◆ **Problem**: Please go line by line through the material and copy each one containing the word "What".

◆ **Data for review**:
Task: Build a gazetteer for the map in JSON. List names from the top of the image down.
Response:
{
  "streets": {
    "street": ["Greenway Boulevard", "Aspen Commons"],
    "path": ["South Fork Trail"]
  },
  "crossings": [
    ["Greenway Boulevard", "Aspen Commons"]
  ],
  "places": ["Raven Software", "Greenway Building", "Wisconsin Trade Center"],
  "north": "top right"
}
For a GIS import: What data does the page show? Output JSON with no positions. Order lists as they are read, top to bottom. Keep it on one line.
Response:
--
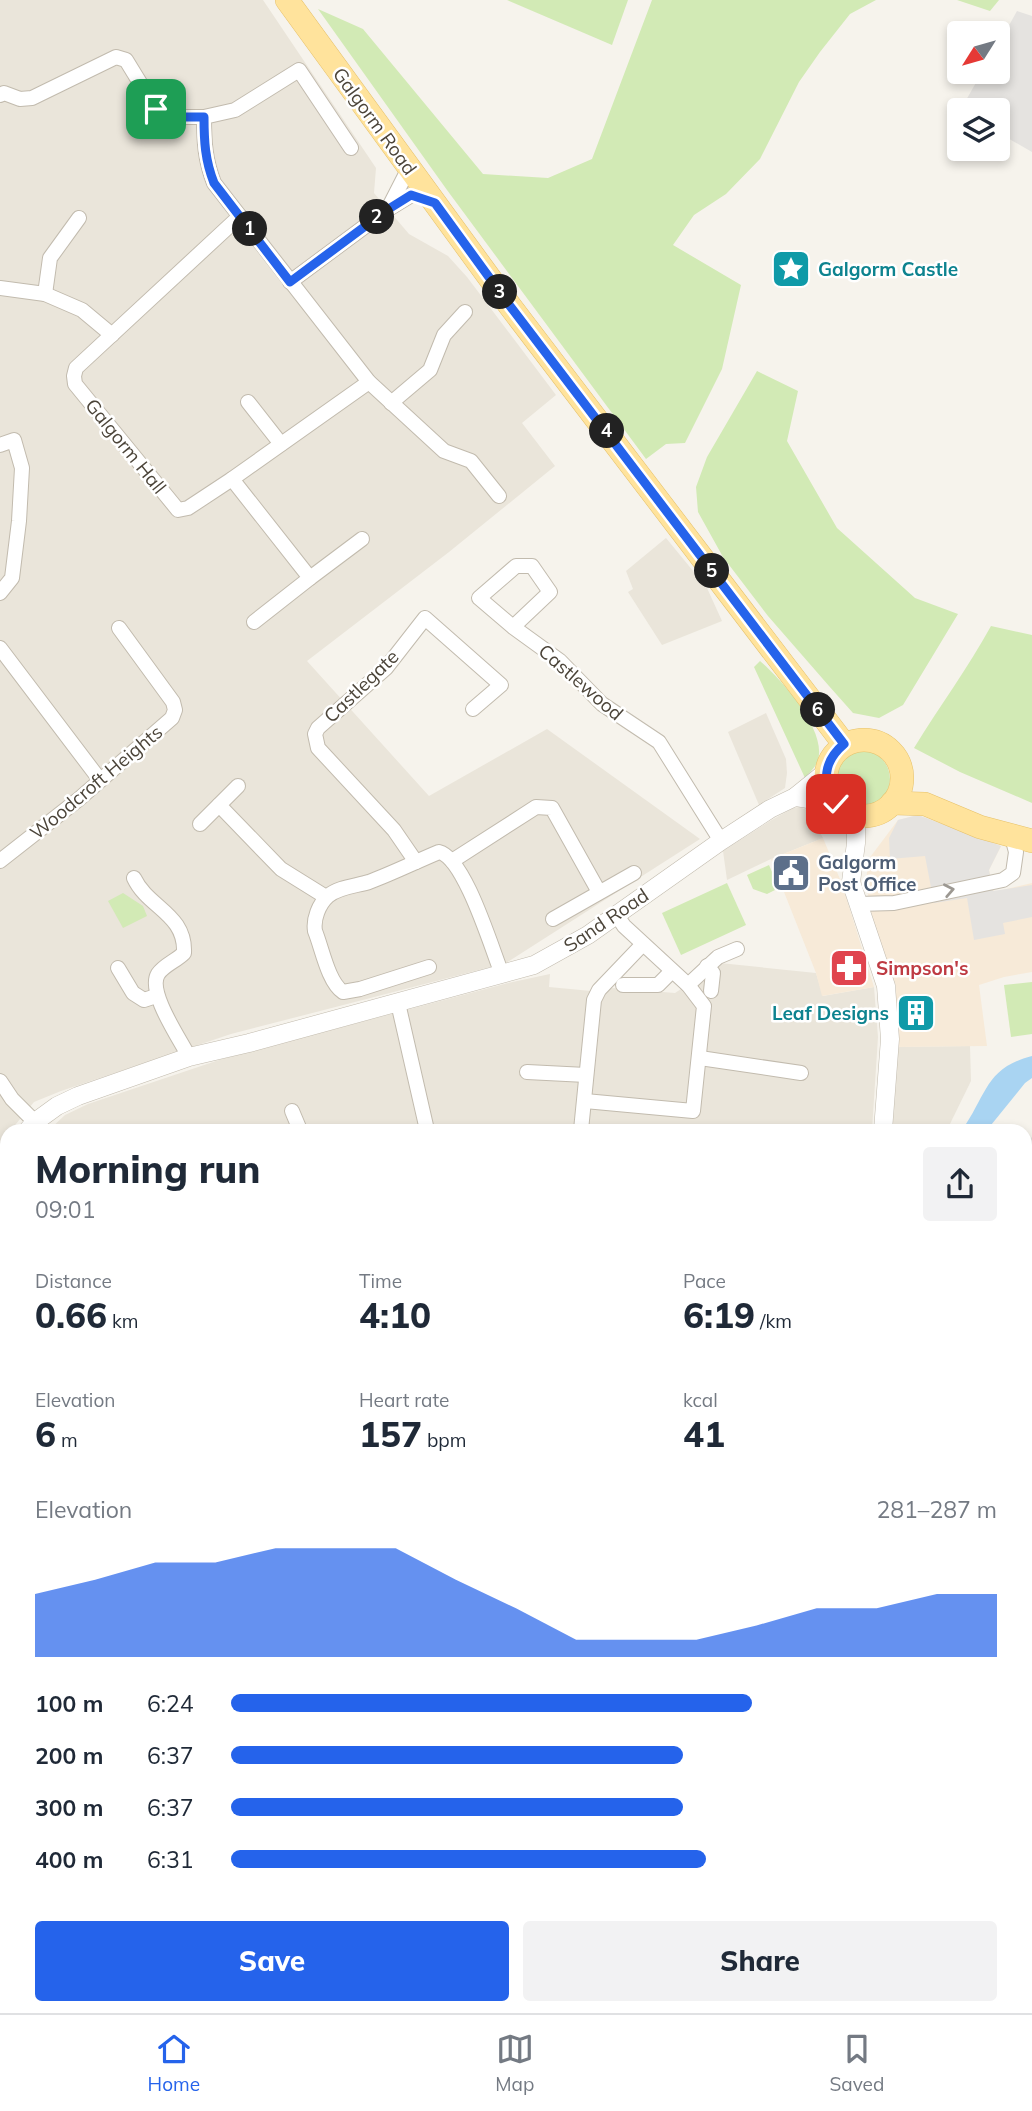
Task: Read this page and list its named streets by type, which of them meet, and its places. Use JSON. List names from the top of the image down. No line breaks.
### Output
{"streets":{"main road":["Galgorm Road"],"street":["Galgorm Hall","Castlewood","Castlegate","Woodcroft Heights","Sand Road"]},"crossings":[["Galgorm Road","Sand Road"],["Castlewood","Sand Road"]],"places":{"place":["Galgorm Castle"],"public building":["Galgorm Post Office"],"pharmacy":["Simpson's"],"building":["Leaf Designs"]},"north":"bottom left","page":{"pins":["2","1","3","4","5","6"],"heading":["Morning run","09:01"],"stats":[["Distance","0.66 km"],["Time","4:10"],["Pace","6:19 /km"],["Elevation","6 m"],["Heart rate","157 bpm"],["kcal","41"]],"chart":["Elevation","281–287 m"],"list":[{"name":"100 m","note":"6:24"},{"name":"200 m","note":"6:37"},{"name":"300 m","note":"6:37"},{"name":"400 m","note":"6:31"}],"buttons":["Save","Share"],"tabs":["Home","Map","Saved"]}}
* * *
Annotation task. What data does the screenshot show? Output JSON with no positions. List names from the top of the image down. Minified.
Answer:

◆ **Task response**:
For a GIS import: What data does the page show? Output JSON with no positions. Order lists as they are read, top to bottom. Keep it on one line.
Annotation task. What data does the screenshot show? Output JSON with no positions. List names from the top of the image down. Minified.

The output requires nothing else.